1. What is translation invariance of outer measure in mathematics?

Translation invariance of outer measure is a concept in measure theory that states that the measure of a translated set is equal to the measure of the original set. In other words, shifting a set by a fixed amount does not change its measure. This property is important in many areas of mathematics, including analysis and probability theory.

2. What is Result 2.7 in Axler's textbook?

Result 2.7 in Axler's textbook "Measure, Integration & Real Analysis" states that the outer measure of a countable union of sets is less than or equal to the sum of the outer measures of the individual sets. This result is used to prove the translation invariance of outer measure.

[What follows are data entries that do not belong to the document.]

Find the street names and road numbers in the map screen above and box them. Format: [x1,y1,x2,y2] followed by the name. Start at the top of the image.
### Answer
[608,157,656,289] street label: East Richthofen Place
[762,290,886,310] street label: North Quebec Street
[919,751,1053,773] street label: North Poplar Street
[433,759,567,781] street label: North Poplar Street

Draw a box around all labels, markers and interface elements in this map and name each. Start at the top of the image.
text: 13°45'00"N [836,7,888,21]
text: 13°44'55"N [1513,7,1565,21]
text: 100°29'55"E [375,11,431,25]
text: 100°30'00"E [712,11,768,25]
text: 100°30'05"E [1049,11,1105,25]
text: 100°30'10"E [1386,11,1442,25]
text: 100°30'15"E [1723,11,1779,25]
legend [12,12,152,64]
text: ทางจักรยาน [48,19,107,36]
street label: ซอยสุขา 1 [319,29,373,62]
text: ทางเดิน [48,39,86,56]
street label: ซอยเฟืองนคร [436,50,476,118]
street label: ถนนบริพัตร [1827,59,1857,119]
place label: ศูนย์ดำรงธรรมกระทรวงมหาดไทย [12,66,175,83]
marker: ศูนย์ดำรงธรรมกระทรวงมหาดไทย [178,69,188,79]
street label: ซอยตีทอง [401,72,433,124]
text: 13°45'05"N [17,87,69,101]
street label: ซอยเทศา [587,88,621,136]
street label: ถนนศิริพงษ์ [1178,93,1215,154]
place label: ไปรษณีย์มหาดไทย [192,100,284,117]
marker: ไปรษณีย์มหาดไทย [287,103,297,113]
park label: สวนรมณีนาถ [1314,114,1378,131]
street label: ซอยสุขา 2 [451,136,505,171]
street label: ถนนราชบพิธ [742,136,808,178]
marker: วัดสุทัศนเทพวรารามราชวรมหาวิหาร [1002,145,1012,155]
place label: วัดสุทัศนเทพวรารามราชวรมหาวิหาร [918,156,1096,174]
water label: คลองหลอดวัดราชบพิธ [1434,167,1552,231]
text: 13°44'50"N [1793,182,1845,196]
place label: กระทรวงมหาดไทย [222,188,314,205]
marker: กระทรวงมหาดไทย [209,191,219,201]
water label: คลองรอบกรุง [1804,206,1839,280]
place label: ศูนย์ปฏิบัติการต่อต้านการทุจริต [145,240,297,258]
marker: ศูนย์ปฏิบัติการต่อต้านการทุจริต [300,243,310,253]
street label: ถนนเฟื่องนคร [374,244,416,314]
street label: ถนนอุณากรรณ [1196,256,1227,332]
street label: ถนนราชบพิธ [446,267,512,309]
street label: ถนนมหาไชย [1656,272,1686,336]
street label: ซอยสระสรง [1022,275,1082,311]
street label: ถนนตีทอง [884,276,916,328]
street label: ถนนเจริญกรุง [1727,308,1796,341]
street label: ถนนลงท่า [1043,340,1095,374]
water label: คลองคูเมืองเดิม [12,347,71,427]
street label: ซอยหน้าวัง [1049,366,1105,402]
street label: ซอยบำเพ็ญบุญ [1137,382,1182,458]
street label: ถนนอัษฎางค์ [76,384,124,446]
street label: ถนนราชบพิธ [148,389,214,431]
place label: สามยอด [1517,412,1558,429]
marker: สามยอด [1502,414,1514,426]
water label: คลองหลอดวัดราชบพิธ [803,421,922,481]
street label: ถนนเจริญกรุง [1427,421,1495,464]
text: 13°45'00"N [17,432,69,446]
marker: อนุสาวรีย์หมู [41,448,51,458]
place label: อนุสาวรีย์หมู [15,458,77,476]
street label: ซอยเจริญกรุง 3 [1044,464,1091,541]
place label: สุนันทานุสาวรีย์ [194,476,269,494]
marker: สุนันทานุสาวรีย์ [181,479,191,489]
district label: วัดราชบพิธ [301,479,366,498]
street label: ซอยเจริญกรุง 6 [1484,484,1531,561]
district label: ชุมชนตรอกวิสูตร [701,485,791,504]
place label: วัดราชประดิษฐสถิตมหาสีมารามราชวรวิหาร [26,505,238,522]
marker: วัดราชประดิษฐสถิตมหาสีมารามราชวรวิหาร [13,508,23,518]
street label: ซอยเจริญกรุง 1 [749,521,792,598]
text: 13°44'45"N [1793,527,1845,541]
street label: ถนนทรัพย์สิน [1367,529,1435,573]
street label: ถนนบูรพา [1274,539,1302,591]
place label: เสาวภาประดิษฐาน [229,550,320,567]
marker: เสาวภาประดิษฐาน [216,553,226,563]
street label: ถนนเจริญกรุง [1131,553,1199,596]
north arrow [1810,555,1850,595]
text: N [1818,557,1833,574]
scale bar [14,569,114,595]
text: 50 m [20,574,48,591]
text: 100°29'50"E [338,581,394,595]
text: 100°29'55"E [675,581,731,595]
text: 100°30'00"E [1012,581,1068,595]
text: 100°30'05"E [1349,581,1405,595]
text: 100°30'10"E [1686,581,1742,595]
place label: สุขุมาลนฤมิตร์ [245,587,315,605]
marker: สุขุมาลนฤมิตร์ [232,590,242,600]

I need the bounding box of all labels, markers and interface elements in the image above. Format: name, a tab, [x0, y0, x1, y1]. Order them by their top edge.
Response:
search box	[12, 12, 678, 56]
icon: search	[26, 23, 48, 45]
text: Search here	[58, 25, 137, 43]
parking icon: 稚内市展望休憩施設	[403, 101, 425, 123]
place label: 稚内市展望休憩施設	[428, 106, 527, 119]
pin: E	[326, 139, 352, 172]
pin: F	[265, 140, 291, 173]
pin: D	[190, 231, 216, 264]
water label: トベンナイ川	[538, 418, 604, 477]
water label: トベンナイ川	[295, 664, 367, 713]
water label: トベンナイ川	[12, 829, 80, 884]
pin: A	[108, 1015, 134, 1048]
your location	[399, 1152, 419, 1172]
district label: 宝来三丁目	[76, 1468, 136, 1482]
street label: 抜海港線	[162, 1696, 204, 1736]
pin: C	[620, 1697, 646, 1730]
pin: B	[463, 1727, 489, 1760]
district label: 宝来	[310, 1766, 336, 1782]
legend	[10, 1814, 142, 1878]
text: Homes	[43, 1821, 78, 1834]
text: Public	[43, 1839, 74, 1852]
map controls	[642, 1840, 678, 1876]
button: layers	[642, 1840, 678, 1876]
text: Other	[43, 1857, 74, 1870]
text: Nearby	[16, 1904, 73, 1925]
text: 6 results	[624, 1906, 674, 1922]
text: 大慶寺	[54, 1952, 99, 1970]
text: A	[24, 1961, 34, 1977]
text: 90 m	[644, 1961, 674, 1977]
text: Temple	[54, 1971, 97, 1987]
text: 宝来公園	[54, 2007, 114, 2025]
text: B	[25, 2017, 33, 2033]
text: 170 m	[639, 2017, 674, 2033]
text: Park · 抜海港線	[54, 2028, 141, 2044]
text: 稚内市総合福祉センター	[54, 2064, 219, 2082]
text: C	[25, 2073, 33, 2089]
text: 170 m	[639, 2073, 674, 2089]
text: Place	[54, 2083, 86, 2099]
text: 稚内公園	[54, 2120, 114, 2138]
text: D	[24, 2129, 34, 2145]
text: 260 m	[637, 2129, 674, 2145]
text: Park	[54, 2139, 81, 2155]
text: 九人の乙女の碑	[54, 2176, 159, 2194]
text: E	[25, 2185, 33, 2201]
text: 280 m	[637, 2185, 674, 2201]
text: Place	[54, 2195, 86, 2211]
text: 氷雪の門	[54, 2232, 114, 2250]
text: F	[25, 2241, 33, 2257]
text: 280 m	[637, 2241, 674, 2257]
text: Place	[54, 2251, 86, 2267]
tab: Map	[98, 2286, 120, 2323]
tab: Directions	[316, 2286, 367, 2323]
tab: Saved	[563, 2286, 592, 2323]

3. How is translation invariance of outer measure related to Lebesgue measure?

Lebesgue measure is a specific type of outer measure that is translation invariant. This means that the measure of a translated set is equal to the measure of the original set. In fact, the Lebesgue measure is the unique translation invariant outer measure on the real line.

4. Why is translation invariance of outer measure important in mathematics?

Translation invariance of outer measure is important because it allows for the development of rigorous mathematical theories, such as Lebesgue integration and probability theory. It also provides a way to measure sets that may not have a well-defined volume or area, such as fractals.

5. Can translation invariance of outer measure be extended to higher dimensions?

Yes, translation invariance of outer measure can be extended to higher dimensions. In fact, the concept of translation invariance is applicable to any space with a translation operation defined. This includes vector spaces, metric spaces, and even abstract spaces such as topological spaces.